Go through the lines below and copy each one that holds the string "limit".

Stored items from a collection
────────────────
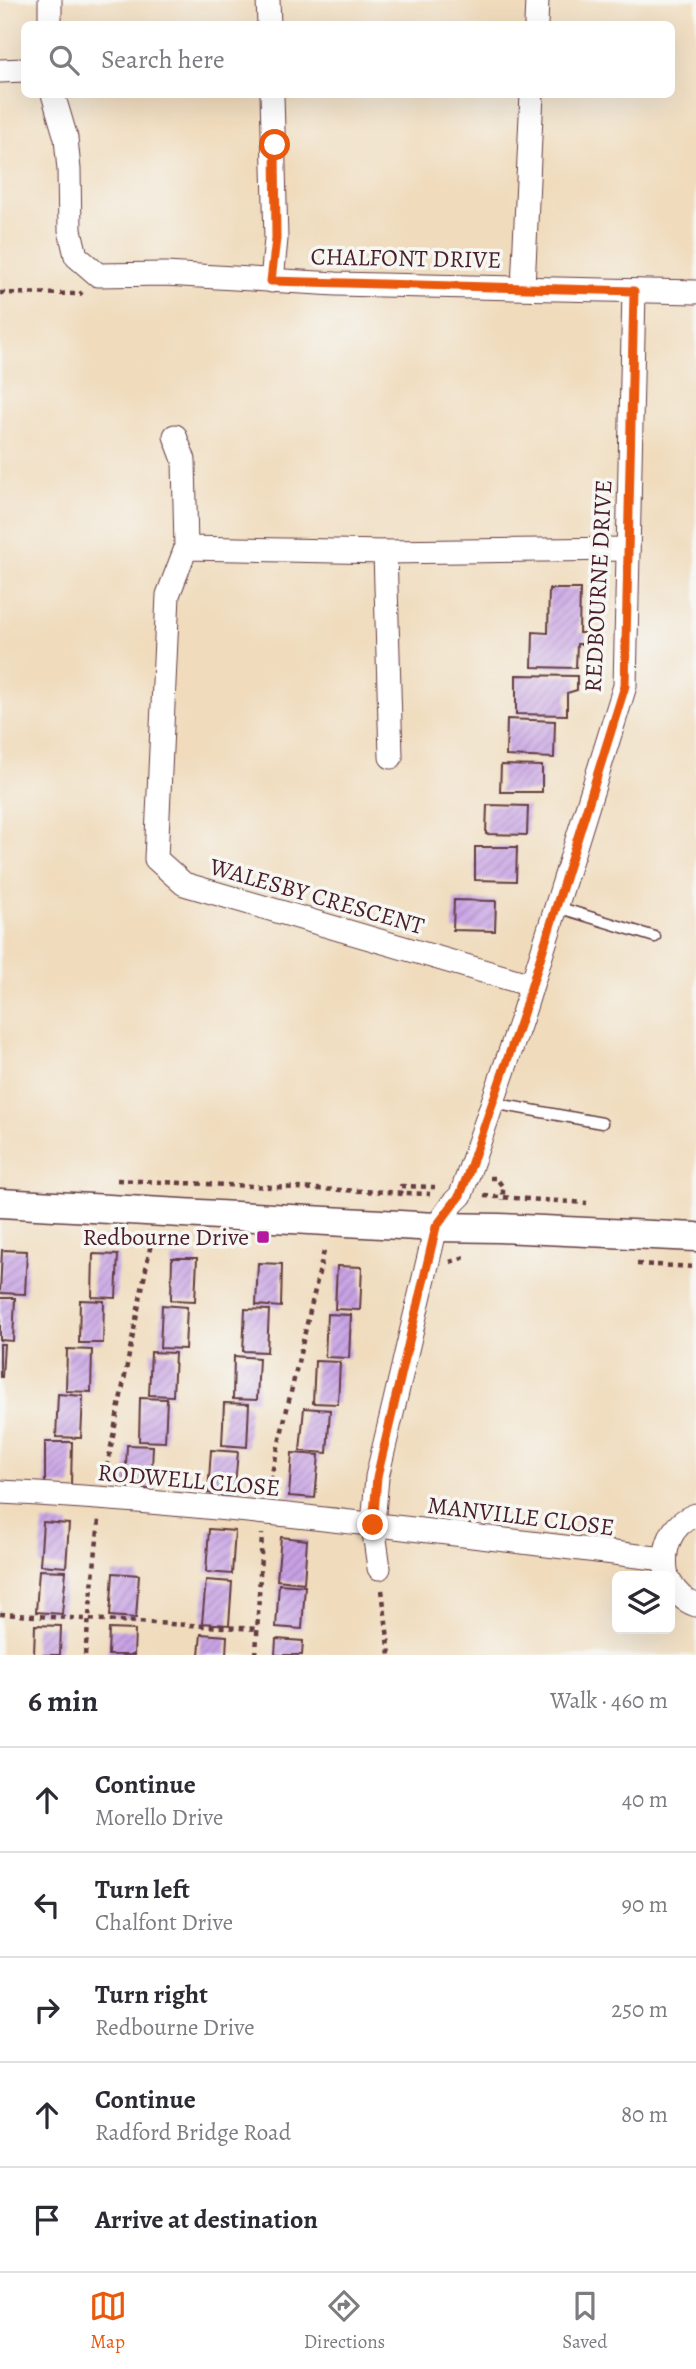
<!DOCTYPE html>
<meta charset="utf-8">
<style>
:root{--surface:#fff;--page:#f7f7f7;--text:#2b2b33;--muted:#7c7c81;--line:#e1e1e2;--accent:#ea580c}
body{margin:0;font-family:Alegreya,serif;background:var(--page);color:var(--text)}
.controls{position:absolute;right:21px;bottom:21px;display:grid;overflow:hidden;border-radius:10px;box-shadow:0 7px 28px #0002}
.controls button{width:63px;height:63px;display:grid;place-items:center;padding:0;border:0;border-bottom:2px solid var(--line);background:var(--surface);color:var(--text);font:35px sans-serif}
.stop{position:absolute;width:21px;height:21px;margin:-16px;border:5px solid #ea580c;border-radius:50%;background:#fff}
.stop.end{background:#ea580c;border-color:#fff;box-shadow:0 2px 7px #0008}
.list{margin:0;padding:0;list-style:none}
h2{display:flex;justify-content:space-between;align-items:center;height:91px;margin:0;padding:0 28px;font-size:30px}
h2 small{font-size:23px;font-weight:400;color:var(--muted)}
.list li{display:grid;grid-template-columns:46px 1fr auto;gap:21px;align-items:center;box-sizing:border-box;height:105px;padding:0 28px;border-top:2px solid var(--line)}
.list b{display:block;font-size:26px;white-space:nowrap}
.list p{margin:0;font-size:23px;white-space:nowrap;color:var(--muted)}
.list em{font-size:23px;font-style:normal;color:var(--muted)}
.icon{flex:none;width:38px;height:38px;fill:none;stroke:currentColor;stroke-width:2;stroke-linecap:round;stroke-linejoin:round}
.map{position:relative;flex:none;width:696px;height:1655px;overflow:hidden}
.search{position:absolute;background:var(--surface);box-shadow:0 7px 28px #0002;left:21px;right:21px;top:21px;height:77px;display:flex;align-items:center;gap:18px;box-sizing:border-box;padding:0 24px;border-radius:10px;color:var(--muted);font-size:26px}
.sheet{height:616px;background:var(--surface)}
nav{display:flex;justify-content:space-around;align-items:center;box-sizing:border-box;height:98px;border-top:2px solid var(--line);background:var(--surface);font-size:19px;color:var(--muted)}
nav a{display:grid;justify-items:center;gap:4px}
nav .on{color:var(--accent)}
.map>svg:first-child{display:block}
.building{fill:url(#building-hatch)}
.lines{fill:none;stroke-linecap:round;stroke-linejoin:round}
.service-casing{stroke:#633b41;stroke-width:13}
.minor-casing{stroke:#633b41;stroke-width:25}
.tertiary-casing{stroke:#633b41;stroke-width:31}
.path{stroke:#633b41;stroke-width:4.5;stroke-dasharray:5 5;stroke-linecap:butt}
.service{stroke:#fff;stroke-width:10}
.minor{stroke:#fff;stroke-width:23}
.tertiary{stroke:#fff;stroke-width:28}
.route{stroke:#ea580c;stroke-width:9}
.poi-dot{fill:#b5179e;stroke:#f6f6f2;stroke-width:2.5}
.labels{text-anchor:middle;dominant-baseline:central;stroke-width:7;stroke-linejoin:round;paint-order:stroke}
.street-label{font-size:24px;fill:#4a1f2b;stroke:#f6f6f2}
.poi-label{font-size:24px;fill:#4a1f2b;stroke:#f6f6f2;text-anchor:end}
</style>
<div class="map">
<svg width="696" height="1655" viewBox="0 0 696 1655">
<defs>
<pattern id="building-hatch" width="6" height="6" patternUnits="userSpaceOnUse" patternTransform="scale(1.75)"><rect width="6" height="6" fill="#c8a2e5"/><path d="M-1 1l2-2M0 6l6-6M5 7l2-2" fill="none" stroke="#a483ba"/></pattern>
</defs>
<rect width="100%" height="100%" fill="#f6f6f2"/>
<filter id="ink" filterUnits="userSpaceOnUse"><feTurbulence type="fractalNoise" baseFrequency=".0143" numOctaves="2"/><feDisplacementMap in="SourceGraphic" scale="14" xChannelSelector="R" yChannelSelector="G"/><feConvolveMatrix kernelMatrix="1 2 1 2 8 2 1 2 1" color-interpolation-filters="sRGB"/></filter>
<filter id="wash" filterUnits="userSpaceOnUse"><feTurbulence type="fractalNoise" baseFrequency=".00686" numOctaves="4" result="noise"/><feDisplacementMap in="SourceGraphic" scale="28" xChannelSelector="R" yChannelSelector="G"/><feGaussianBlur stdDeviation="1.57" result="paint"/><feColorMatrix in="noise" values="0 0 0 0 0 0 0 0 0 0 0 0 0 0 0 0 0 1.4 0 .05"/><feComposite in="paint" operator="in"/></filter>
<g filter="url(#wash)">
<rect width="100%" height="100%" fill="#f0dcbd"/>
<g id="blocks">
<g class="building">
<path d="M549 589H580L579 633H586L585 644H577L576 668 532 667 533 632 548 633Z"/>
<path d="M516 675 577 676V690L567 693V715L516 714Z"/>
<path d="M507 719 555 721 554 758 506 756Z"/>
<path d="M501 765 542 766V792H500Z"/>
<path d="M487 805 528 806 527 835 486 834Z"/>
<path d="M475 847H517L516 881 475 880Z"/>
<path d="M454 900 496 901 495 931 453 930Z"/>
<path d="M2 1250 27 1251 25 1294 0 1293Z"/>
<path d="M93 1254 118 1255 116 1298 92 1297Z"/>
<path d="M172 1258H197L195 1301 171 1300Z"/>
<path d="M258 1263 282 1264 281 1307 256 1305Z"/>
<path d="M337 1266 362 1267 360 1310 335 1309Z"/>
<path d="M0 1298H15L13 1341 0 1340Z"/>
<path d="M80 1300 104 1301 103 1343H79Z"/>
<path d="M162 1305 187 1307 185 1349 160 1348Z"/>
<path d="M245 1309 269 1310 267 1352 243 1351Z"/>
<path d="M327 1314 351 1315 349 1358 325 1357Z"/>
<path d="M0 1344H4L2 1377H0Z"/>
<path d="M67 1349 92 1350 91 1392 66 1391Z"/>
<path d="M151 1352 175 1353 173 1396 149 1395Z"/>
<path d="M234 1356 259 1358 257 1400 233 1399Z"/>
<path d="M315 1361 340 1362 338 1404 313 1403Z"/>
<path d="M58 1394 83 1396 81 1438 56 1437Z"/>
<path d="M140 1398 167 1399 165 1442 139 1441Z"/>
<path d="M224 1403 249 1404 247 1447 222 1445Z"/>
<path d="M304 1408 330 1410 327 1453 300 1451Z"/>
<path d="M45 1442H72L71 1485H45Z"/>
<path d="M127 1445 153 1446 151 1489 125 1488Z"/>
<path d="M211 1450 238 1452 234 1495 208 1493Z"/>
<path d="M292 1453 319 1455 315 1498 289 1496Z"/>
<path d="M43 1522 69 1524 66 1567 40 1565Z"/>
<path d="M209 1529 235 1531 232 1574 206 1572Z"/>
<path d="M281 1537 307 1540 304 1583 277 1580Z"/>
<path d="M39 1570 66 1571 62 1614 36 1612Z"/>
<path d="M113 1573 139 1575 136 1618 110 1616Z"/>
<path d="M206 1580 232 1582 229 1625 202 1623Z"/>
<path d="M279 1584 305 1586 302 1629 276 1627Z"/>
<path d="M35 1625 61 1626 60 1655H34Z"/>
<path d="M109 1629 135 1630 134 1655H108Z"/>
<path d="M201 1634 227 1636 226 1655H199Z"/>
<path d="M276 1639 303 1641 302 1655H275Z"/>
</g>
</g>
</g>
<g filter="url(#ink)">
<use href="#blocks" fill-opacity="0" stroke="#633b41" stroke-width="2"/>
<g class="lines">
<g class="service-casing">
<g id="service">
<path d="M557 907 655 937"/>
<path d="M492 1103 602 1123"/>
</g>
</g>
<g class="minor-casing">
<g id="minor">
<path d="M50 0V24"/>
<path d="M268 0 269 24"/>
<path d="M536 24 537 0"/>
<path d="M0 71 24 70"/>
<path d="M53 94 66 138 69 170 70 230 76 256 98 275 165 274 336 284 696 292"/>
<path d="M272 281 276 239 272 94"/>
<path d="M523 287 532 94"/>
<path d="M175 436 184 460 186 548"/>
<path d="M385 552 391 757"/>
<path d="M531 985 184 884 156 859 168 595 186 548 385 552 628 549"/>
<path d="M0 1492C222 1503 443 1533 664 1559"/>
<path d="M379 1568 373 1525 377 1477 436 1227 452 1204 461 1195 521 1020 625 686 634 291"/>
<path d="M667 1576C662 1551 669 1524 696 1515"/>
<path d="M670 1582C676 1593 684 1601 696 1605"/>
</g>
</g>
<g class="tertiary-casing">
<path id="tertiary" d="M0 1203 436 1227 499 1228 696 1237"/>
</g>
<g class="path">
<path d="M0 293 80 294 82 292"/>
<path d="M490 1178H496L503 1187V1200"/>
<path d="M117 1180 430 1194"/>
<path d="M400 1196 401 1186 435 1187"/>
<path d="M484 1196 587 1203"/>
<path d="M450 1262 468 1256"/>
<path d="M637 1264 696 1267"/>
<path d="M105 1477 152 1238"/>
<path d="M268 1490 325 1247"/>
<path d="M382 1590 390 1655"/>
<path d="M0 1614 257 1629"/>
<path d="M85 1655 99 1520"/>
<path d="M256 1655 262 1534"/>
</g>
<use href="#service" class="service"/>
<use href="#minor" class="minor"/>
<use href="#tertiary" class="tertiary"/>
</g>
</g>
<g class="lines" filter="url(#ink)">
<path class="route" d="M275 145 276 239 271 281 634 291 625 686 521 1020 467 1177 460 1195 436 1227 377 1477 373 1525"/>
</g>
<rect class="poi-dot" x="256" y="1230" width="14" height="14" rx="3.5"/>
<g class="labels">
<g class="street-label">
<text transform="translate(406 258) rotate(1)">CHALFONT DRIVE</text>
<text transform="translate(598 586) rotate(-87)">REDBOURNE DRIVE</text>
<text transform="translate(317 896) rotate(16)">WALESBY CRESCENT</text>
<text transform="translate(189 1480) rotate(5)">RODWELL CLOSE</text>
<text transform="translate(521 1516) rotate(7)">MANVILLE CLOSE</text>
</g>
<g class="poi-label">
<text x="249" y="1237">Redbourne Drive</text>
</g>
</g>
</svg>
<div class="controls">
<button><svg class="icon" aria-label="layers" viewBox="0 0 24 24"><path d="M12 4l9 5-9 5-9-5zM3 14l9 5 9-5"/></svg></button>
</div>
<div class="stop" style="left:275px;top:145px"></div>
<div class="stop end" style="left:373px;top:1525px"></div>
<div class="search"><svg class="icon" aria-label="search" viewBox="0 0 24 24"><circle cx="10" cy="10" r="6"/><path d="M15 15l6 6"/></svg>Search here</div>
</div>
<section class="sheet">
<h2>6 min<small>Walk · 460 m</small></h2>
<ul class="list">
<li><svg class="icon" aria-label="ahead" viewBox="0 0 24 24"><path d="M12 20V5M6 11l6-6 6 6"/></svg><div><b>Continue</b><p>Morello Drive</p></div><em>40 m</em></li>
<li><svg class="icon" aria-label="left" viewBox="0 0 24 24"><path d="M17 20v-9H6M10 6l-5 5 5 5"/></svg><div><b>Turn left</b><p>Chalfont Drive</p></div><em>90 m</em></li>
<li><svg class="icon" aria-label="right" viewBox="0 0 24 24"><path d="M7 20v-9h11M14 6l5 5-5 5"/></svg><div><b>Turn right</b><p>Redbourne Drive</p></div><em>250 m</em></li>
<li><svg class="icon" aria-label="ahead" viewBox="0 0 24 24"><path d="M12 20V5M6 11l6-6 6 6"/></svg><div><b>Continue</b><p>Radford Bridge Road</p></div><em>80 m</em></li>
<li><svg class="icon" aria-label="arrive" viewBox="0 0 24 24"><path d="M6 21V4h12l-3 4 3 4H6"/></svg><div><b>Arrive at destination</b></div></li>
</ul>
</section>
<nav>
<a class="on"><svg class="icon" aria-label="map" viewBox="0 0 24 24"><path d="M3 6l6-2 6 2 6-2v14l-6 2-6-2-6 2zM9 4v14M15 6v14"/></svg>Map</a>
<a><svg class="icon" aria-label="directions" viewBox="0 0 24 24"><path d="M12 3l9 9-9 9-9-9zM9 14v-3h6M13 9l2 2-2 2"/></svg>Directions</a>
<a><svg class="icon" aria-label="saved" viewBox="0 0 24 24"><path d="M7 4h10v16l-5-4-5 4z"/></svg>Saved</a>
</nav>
────────────────
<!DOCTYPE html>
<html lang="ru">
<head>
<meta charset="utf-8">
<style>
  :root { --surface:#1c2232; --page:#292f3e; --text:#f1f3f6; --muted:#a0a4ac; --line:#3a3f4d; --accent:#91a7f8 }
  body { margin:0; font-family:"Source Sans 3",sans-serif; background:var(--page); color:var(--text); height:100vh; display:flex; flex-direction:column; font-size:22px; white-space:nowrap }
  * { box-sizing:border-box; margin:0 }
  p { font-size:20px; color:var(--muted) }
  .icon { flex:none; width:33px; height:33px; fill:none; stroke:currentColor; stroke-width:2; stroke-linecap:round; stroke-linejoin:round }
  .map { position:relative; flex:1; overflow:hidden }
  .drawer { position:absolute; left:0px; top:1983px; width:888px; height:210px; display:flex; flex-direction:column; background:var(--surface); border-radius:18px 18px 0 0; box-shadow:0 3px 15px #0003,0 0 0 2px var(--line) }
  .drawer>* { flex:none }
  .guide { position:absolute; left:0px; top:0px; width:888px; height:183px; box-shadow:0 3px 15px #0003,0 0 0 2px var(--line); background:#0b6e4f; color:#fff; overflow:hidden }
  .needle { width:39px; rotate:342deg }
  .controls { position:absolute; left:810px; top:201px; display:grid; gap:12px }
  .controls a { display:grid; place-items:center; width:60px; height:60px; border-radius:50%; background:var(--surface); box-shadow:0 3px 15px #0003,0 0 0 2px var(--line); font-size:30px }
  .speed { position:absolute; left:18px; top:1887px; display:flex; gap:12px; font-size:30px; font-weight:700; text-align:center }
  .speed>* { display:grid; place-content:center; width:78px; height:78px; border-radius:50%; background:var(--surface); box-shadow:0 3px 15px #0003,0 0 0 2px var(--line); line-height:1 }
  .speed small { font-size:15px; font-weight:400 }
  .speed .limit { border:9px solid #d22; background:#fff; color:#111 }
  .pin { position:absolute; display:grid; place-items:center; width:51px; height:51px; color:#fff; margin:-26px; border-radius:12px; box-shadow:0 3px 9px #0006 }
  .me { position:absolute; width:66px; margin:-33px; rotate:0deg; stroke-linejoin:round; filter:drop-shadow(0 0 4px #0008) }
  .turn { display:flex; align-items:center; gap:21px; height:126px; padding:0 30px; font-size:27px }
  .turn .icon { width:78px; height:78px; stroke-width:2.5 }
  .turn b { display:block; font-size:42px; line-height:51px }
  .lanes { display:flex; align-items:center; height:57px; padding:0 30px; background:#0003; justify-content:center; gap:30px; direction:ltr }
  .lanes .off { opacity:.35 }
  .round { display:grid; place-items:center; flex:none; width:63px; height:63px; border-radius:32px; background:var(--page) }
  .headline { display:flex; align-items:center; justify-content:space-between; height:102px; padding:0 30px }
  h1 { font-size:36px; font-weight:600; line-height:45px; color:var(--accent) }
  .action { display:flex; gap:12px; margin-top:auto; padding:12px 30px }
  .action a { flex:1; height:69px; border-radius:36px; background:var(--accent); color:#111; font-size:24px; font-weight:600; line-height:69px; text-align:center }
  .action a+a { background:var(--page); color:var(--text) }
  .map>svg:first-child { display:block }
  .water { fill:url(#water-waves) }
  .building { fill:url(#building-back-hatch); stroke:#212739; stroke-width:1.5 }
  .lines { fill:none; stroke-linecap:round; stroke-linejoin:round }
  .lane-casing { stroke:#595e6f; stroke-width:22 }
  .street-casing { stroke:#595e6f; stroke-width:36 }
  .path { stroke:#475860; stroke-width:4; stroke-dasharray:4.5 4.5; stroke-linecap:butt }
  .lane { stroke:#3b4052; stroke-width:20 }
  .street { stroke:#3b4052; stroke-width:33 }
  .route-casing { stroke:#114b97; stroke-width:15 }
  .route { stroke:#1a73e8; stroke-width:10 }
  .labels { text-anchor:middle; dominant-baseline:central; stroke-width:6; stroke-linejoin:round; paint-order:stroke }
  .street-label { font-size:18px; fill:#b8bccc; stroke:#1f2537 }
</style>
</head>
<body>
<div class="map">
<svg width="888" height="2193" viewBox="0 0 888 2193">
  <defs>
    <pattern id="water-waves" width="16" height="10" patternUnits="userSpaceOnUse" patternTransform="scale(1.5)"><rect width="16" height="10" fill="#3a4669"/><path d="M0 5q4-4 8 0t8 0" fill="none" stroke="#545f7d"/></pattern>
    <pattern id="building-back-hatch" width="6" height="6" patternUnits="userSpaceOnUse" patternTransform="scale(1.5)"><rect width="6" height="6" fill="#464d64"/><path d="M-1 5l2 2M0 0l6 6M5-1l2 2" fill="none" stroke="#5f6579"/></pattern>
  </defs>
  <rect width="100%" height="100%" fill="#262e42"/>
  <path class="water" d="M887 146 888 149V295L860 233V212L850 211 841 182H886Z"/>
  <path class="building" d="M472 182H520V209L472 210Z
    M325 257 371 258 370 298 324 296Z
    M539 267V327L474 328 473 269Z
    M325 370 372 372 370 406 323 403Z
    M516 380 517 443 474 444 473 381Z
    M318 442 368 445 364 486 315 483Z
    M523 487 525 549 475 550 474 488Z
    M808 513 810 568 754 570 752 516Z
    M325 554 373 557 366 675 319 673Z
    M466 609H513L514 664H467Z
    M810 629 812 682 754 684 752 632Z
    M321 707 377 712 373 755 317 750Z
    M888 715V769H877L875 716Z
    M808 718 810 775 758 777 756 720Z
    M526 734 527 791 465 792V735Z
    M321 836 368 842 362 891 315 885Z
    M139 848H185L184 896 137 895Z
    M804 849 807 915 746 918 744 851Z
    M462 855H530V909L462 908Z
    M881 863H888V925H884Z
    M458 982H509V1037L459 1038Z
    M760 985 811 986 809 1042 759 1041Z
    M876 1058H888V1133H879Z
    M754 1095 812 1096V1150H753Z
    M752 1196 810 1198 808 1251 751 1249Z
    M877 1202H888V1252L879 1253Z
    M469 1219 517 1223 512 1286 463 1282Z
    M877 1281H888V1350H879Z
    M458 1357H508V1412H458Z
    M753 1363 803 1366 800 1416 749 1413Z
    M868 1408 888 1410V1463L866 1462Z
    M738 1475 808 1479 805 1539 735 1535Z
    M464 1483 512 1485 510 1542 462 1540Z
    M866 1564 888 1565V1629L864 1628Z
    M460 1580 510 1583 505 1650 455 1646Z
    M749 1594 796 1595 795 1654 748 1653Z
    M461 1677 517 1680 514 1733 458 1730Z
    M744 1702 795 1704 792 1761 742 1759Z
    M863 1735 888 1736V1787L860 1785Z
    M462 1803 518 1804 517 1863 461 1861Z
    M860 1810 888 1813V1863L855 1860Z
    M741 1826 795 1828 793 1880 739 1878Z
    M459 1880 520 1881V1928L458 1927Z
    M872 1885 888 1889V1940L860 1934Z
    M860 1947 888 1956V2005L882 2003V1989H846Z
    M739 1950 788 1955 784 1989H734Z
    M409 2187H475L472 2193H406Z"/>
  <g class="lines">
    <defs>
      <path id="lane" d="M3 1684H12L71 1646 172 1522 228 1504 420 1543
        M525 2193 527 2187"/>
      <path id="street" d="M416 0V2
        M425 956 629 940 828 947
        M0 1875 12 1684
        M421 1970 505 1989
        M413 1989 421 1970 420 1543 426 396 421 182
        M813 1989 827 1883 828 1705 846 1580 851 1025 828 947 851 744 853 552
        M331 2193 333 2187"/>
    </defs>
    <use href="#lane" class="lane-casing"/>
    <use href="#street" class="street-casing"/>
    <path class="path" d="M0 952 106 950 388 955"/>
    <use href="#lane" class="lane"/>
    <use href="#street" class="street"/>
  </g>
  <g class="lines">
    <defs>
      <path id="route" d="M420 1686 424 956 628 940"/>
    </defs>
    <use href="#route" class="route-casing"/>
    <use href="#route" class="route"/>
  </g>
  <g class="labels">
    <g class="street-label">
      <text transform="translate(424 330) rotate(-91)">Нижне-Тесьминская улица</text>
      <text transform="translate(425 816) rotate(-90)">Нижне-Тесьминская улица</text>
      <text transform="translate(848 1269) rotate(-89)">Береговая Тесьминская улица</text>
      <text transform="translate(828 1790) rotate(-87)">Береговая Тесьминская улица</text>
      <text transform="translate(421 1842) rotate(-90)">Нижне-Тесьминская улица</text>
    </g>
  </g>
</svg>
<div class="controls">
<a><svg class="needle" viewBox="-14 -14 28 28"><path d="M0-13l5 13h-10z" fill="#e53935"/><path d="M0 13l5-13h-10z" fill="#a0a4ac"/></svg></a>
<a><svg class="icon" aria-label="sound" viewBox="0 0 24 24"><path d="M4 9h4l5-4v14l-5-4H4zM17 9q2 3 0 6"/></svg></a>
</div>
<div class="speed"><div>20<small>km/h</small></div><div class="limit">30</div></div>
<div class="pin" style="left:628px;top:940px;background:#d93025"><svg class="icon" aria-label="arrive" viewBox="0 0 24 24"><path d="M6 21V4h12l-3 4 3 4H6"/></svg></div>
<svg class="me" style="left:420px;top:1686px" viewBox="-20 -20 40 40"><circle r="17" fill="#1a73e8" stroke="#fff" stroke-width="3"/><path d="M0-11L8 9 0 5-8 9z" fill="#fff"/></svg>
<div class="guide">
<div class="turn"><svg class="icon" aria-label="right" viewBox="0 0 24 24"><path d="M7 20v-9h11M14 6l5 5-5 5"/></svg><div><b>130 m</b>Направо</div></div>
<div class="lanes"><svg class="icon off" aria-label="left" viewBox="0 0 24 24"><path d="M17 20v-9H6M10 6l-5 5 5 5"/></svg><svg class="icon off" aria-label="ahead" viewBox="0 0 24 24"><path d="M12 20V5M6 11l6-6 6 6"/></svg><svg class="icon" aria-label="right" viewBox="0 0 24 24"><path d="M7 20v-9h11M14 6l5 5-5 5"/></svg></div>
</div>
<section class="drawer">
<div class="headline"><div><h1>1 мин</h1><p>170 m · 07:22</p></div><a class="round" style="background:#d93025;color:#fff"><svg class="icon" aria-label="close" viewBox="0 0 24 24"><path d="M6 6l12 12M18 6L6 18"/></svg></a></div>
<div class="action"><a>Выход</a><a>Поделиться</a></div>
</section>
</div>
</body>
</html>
────────────────
Response to the exercise:
  .speed .limit { border:9px solid #d22; background:#fff; color:#111 }
<div class="speed"><div>20<small>km/h</small></div><div class="limit">30</div></div>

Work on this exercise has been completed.